Born in 1955 in Kobe, Japan, he is one of the most brilliant directors of the new Japanese Cinema coming from the so-called “8mm School” – as directors Hideo Nakata and Shinya Tsukamoto – after the “Japanese New Wave” of the 1960s and 1970s – with Shohei Imamura or Nagisa Oshima. As a sociology student at Rikkyô University in Tokyo, influenced by the Hollywood genre cinema of the 1970s, he directed the medium-length film Vertigo College awarded at the 1980 PIA Film Festival in Tokyo. He then spent the next few years working as assistant director with Kazuhiko Hasegawa and Shinji Sômai.
In 1983, he was hired at the studio Nikkatsu and directed his first feature film, the sulfurous Kandagawa Wars and two years later shot The Excitement of the Do-Re-Mi-Fa Girl. As Nikkatsu decided not to release the film theatrically, he had to return to Rikkyô University as a then-thirty-year-old professor.
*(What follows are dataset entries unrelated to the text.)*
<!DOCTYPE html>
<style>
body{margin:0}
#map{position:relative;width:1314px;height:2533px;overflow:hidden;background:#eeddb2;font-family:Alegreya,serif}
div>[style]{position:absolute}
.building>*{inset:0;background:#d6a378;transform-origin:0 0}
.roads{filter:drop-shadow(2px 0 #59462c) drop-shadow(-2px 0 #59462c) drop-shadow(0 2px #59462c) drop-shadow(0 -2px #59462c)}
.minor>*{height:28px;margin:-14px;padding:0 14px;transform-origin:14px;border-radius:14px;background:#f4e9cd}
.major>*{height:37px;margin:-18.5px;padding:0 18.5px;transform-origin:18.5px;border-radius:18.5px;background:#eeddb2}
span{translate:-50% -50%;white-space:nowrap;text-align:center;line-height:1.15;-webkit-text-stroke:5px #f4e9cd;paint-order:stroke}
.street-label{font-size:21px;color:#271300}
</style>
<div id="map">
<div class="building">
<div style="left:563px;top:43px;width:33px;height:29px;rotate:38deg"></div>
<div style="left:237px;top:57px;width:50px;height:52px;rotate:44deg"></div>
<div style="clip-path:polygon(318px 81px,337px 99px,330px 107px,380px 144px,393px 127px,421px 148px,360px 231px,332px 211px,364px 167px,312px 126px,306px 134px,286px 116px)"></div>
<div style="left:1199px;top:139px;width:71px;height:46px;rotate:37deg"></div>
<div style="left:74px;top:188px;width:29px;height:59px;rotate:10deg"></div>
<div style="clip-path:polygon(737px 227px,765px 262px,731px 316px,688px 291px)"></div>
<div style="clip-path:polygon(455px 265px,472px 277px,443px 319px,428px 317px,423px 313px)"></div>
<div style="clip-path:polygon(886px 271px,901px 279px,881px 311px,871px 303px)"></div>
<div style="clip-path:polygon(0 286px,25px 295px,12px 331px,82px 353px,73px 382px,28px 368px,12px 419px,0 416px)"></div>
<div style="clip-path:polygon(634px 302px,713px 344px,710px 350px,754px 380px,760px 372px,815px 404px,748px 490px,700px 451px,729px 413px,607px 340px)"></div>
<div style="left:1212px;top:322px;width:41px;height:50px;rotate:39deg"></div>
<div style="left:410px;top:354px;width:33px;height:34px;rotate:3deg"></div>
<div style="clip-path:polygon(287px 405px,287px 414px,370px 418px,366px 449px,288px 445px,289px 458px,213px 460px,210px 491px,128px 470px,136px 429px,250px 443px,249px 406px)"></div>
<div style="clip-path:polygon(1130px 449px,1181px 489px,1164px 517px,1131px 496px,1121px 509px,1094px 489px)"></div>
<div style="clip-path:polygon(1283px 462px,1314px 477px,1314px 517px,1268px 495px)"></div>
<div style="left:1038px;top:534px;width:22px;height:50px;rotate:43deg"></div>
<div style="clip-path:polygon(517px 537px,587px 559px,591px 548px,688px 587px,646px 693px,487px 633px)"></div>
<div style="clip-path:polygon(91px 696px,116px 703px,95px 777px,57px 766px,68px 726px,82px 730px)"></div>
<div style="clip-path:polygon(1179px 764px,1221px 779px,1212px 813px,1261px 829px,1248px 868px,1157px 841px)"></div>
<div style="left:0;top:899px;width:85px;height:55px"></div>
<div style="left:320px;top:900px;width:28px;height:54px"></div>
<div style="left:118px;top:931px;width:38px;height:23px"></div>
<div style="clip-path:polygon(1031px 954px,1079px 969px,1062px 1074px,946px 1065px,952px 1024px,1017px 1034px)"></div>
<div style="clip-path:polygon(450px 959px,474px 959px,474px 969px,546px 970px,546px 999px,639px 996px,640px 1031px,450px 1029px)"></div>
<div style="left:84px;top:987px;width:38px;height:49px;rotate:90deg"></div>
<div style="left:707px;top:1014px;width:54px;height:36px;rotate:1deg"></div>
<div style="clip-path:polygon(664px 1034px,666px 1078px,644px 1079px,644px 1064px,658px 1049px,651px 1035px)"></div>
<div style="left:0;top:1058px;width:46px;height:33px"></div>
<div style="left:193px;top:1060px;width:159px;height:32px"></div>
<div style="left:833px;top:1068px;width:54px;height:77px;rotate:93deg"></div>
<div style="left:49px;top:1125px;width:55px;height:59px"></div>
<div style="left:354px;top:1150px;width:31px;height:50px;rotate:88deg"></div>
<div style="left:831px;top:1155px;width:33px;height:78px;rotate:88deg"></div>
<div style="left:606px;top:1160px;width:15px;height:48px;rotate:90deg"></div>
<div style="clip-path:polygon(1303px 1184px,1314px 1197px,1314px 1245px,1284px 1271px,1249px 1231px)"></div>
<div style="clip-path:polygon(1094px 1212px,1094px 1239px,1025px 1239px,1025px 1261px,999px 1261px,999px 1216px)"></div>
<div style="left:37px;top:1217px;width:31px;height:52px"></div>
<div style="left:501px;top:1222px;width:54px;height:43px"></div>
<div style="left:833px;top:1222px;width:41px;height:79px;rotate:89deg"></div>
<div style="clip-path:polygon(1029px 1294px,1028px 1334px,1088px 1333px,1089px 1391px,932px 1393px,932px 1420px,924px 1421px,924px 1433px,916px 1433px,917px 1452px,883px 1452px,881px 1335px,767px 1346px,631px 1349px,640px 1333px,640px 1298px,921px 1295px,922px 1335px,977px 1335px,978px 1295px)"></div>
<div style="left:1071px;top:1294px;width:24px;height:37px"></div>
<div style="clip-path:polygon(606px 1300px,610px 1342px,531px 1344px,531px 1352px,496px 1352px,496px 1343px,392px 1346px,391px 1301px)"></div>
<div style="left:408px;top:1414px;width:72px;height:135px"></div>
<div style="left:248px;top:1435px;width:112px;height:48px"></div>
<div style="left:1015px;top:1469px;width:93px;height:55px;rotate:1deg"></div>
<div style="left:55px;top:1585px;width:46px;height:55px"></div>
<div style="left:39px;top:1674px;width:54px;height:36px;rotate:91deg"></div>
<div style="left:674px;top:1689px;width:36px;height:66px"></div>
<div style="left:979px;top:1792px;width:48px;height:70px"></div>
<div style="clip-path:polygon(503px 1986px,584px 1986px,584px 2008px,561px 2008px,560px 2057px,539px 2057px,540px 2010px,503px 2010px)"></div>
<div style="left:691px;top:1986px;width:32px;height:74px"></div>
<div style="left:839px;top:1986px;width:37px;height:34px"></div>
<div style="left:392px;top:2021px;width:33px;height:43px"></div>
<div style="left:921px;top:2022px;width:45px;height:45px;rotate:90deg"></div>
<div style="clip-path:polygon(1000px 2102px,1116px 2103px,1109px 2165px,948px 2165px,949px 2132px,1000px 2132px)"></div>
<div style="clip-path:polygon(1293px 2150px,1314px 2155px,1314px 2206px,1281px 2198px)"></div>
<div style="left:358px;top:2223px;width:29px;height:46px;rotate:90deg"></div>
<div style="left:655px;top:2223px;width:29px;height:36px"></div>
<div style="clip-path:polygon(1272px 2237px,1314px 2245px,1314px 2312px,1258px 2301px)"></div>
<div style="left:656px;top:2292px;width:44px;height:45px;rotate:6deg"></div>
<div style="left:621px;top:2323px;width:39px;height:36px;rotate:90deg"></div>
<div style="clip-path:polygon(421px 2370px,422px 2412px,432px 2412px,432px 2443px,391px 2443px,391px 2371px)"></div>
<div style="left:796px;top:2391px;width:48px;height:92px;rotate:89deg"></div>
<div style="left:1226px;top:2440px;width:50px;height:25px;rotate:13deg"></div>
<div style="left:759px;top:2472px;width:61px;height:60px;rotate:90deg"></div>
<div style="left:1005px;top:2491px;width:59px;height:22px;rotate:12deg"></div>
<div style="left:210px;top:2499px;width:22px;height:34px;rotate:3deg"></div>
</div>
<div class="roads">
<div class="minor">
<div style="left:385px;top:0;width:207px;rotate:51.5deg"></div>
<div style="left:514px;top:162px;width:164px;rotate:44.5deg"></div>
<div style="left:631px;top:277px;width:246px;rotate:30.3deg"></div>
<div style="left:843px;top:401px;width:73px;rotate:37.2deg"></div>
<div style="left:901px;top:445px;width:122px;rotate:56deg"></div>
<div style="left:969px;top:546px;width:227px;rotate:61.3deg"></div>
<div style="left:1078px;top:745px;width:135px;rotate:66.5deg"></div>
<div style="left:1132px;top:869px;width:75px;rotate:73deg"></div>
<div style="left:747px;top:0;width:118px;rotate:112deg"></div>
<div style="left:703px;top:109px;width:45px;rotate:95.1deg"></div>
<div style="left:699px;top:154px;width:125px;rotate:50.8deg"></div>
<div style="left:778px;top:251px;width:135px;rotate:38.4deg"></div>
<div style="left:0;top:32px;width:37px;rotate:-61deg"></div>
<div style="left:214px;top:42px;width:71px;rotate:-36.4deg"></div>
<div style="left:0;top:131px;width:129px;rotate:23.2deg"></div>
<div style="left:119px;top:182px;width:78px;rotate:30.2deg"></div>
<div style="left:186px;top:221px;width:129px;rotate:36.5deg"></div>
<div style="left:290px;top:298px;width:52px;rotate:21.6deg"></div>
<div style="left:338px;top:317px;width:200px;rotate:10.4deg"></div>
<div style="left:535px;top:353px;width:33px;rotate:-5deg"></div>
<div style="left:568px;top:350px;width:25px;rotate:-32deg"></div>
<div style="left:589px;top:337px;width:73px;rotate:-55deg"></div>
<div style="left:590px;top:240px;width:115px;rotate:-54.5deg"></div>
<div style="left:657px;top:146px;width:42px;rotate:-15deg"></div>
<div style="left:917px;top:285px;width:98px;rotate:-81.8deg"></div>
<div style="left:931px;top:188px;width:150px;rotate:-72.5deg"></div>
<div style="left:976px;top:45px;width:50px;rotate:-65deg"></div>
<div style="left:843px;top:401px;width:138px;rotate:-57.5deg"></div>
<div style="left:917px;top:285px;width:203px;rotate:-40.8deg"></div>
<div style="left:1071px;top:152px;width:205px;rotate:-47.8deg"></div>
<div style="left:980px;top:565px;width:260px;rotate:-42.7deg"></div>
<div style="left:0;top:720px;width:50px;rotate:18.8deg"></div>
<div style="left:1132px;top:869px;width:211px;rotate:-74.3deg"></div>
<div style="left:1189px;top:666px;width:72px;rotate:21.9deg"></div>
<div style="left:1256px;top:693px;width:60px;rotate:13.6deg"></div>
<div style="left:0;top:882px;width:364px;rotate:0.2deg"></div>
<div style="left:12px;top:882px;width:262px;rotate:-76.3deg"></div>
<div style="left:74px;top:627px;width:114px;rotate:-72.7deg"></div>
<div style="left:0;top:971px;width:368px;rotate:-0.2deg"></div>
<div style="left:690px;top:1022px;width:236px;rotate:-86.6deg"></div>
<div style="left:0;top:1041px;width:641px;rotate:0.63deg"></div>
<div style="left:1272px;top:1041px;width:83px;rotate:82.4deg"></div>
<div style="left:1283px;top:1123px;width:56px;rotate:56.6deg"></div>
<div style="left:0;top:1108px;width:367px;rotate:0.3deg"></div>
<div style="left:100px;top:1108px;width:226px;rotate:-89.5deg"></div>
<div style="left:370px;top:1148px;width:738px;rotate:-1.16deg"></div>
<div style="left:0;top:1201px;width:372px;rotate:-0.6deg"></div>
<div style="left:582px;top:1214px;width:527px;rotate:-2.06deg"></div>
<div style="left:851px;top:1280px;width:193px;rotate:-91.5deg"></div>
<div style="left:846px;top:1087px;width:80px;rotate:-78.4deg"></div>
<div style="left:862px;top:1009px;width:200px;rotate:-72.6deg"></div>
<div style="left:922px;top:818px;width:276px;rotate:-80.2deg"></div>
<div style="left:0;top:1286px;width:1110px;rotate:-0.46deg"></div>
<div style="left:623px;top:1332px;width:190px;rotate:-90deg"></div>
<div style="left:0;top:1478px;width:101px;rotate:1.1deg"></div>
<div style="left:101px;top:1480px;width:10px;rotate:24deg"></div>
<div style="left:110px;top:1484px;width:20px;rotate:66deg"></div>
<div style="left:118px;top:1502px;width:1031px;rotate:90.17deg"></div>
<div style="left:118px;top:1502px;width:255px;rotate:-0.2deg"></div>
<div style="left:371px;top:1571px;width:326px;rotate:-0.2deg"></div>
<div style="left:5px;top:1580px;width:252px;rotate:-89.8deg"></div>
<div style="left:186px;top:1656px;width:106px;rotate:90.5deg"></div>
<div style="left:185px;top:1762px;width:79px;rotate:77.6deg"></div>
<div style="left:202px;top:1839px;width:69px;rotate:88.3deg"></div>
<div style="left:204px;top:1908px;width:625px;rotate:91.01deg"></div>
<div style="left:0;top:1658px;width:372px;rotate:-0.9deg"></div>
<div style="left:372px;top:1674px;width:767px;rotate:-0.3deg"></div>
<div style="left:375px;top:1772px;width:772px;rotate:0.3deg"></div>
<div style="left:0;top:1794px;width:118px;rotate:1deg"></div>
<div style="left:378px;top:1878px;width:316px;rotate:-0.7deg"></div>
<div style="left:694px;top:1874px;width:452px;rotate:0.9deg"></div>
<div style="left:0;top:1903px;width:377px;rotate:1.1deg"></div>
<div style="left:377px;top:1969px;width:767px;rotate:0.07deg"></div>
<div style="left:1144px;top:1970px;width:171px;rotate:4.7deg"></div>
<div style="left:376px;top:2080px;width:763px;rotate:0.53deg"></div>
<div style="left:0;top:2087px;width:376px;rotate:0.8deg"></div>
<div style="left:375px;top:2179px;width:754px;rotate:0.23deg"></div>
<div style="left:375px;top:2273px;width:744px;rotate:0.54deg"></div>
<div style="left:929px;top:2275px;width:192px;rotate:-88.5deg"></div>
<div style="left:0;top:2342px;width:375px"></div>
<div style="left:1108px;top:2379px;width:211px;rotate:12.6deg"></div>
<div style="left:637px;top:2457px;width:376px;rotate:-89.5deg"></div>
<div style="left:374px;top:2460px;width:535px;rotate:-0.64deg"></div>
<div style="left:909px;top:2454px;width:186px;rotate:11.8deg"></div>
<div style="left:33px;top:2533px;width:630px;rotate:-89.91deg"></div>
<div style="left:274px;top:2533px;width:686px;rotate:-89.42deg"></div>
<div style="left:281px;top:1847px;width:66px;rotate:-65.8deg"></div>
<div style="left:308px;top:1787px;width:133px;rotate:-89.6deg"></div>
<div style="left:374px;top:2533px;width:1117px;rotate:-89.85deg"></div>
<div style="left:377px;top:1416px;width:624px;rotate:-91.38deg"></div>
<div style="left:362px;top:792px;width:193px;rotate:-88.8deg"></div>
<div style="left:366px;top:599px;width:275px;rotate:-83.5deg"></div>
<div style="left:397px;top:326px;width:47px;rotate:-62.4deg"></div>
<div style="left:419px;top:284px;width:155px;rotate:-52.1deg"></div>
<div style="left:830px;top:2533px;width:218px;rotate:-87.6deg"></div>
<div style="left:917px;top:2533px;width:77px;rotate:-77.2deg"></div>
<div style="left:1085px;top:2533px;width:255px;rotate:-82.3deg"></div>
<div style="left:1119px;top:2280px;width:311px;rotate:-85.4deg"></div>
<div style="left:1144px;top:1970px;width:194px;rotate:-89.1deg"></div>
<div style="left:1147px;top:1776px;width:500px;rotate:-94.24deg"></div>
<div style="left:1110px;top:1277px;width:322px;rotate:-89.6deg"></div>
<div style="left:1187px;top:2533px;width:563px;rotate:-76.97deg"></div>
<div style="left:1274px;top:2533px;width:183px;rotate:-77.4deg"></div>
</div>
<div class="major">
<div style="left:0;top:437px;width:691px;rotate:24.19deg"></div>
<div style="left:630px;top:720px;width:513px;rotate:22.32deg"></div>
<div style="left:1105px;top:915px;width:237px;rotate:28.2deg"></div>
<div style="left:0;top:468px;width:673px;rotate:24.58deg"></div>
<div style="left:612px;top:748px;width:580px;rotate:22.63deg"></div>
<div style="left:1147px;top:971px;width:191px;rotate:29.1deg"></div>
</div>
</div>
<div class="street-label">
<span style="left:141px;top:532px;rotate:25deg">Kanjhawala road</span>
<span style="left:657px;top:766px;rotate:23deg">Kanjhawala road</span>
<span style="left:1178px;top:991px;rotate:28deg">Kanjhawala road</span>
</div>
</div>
He will influence many young Japanese directors such as Takashi Shimizu (The Grudge, 2004) or Shinji Aoyama (Eureka, 2000).
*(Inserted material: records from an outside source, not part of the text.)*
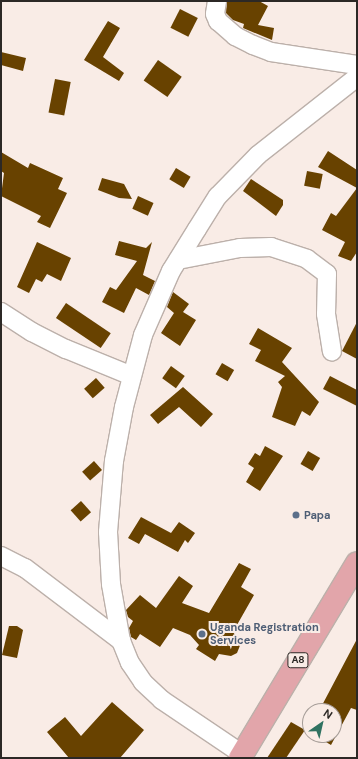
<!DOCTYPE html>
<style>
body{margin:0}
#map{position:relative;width:358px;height:759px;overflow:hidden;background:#f9ece6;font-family:"DM Sans",sans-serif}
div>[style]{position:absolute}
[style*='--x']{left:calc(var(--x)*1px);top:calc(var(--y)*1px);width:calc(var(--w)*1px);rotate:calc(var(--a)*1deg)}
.building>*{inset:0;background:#684200;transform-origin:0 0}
.roads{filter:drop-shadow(1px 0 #bcb0aa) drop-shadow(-1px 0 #bcb0aa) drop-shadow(0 1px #bcb0aa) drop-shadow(0 -1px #bcb0aa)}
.street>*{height:18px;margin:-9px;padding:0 9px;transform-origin:9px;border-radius:9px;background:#fff}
.primary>*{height:22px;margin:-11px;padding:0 11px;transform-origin:11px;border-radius:11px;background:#e2a5aa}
.dots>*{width:11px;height:11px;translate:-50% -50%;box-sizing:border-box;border:2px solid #f9ece6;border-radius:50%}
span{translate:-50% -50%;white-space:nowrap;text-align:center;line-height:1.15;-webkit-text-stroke:4px #f9ece6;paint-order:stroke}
.shield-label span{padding:1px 3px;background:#f9ece6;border:1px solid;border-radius:3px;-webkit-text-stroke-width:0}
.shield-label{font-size:10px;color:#2c2825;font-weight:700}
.service-label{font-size:11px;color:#4e5e75;font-weight:700}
.left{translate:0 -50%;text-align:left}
.frame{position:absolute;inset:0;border:2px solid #2c2825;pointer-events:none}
.north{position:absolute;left:302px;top:703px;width:40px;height:40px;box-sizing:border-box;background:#f9ece6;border:1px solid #a79e99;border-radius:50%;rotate:34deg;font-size:11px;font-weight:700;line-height:16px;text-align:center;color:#2c2825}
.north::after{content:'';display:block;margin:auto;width:14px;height:18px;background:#307261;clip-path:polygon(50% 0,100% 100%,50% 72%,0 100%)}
</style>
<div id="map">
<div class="building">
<div style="clip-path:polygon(227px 1px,259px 1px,268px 6px,258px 25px,274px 28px,272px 40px,243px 28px,244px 24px,233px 20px,226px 13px)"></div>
<div style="left:180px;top:9px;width:20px;height:21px;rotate:27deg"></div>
<div style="clip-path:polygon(108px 21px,120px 28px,103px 57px,124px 73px,119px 81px,84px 60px)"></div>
<div style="clip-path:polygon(1px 52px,26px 58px,23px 71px,1px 65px)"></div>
<div style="left:158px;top:60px;width:29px;height:25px;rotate:35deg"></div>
<div style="left:55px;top:79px;width:16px;height:34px;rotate:11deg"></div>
<div style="clip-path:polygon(328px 151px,357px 170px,357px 252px,351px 261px,338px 256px,345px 242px,322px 230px,331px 213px,336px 216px,357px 188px,318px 167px)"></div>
<div style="clip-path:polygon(1px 152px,28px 168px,30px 163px,63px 178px,58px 189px,67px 193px,50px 228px,37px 222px,41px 216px,1px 196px,4px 173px,1px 171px)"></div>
<div style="left:176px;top:168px;width:17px;height:13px;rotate:31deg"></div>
<div style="left:307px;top:171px;width:16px;height:15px;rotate:11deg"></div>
<div style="clip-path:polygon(102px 178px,124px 184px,132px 199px,119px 198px,98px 190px)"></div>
<div style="clip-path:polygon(251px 179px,283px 200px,283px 205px,276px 216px,243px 191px)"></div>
<div style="left:138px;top:196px;width:17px;height:14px;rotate:24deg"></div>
<div style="clip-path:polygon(119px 241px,146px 248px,152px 242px,143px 275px,155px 281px,149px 295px,136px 288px,124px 313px,102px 302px,110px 287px,116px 290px,137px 261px,115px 255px)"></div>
<div style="clip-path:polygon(37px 242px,71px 258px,61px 281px,47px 274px,42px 282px,36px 279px,29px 293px,17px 287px)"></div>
<div style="clip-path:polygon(173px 292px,189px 304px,183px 312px,196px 320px,180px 346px,161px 333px,174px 313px,167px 307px)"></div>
<div style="left:66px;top:303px;width:54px;height:18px;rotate:34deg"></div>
<div style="clip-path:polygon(357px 322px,357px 359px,342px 351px)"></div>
<div style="clip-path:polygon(258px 328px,292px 348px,282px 362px,319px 402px,310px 416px,302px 411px,295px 426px,272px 417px,282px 387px,278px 382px,285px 376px,255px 361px,261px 350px,249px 344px)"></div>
<div style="left:222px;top:363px;width:14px;height:13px;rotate:30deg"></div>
<div style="left:171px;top:366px;width:17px;height:15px;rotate:36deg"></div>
<div style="clip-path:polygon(330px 376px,357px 390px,357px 406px,323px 389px)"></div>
<div style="left:96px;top:378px;width:13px;height:16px;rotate:48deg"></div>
<div style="clip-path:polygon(183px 387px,213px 414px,201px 427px,179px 407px,158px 424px,150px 415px)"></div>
<div style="clip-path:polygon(265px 446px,283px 456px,260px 491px,246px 482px,254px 468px,248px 464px,255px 453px,260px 456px)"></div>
<div style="left:308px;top:451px;width:14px;height:15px;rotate:30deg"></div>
<div style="left:94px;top:461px;width:12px;height:16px;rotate:48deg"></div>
<div style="left:81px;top:501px;width:15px;height:14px;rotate:48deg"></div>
<div style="clip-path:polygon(141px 517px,171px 533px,179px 522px,195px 533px,188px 543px,185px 540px,178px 552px,145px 534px,139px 544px,128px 538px)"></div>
<div style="clip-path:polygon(239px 563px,251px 569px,241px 587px,254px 595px,233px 632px,241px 643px,237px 653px,231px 656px,219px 654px,215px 661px,196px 649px,199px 645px,190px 635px,173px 628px,160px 647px,140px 634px,136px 640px,131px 637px,129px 628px,133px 621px,128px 617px,126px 610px,140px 595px,156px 608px,179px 576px,193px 586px,182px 603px,209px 613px)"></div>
<div style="clip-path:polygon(9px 626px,17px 626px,23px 630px,17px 658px,2px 655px)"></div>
<div style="clip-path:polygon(357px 639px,357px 710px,351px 708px,331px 745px,314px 735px,334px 735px,334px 711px,319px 711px)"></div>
<div style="clip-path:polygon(112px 702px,144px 730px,120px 758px,69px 758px,47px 732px,65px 717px,81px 736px)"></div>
<div style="clip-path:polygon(291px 722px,305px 730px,286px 758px,267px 758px)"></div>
</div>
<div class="roads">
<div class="street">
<div style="--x:217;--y:1;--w:13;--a:99"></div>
<div style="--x:215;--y:14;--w:8;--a:67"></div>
<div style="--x:218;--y:21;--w:23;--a:41"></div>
<div style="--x:235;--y:36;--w:20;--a:27"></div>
<div style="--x:253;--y:45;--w:19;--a:21"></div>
<div style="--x:271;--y:52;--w:87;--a:8.6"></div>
<div style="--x:178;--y:260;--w:63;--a:-11"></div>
<div style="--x:240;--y:248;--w:31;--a:-2"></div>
<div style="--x:271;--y:247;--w:38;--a:18"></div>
<div style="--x:307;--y:259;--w:25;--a:37"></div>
<div style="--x:327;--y:274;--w:40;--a:91.4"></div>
<div style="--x:326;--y:314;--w:38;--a:81"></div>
<div style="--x:1;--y:312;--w:37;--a:33"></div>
<div style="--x:32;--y:332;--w:38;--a:27"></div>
<div style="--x:66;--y:349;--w:71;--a:22.2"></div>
<div style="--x:1;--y:556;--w:27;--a:27"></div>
<div style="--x:25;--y:568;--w:121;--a:37.2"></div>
<div style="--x:242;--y:754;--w:97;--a:-146"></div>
<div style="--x:162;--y:700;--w:26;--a:-137"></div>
<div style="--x:143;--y:682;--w:23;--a:-124"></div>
<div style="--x:130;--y:663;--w:24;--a:-112"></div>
<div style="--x:121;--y:641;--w:58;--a:-100"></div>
<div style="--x:111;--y:584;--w:52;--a:-93.3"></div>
<div style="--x:108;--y:532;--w:71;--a:-85.2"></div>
<div style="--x:114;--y:461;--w:55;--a:-79.5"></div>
<div style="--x:124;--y:407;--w:74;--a:-75.2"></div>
<div style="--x:143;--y:335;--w:70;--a:-66.4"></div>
<div style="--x:171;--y:271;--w:49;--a:-58.2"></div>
<div style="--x:197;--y:229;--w:39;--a:-58"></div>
<div style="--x:218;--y:196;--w:57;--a:-45.7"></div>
<div style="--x:258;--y:155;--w:126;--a:-38.2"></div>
</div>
<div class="primary">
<div style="--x:240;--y:758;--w:227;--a:-59"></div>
</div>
</div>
<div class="dots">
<div style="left:296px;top:515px;background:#5c6f8a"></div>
<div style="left:202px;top:634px;background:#5c6f8a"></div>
</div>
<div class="shield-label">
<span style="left:298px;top:660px">A8</span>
</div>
<div class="service-label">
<span class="left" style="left:304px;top:515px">Papa</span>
<span class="left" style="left:210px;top:634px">Uganda Registration<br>Services</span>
</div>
<div class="frame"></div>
<div class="north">N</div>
</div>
In 1988, he went back on film sets and shot his first thriller, Sweet Home, and then worked for television in the middle of the 1990s by making six successful episodes of the Japanese TV show Suit Yourself or Shoot Yourself.
His following feature films were selected and awarded on the international film festival circuit : in 1997, Cure at Tokyo and later Yokohama with its award for Best Director; License to Live at Berlin in 1998; Charisma at the 1999 Directors’ Fortnight; Barren Illusions at Venice in 1999; Pulse at the Un Certain Regard section of the 2001 Festival de Cannes and winner of the Critics’ Prize; Bright Future in Competition at the 2003 Festival de Cannes; Doppelgänger as the 2003 Busan Film Festival’s Opening film; Retribution at the 2006 Venice Film Festival; Tokyo Sonata at Un Certain Regard in 2008 and again the recipient of the Jury Prize.
In 2012, Kiyoshi Kurosawa wrote and directed all the episodes of the Japanese mystery TV series Penance which was released theatrically in numerous countries, including France, and where four elementary school students witness the murder of one of her fellow students. The following year, he made the SF fantasy puzzle Real, followed by the ghost story Journey to the Shore, presented at Un Certain Regard in 2015 where the filmmaker won the Best Director Award.
After Creepy and Daguerrotype in 2016, two mysterious investigation films whose second one was shot in France, Kiyoshi Kurosawa worked on the ghosts of war crimes in Japan through a spy story with Wife of a Spy, winner of the Silver Lion at the 2020 Venice Film Festival. His two new films will be released this year in France: Serpent’s Path and Cloud, the Japanese submission for the Academy Award for Best International Feature Film and presented this year at Reims Polar.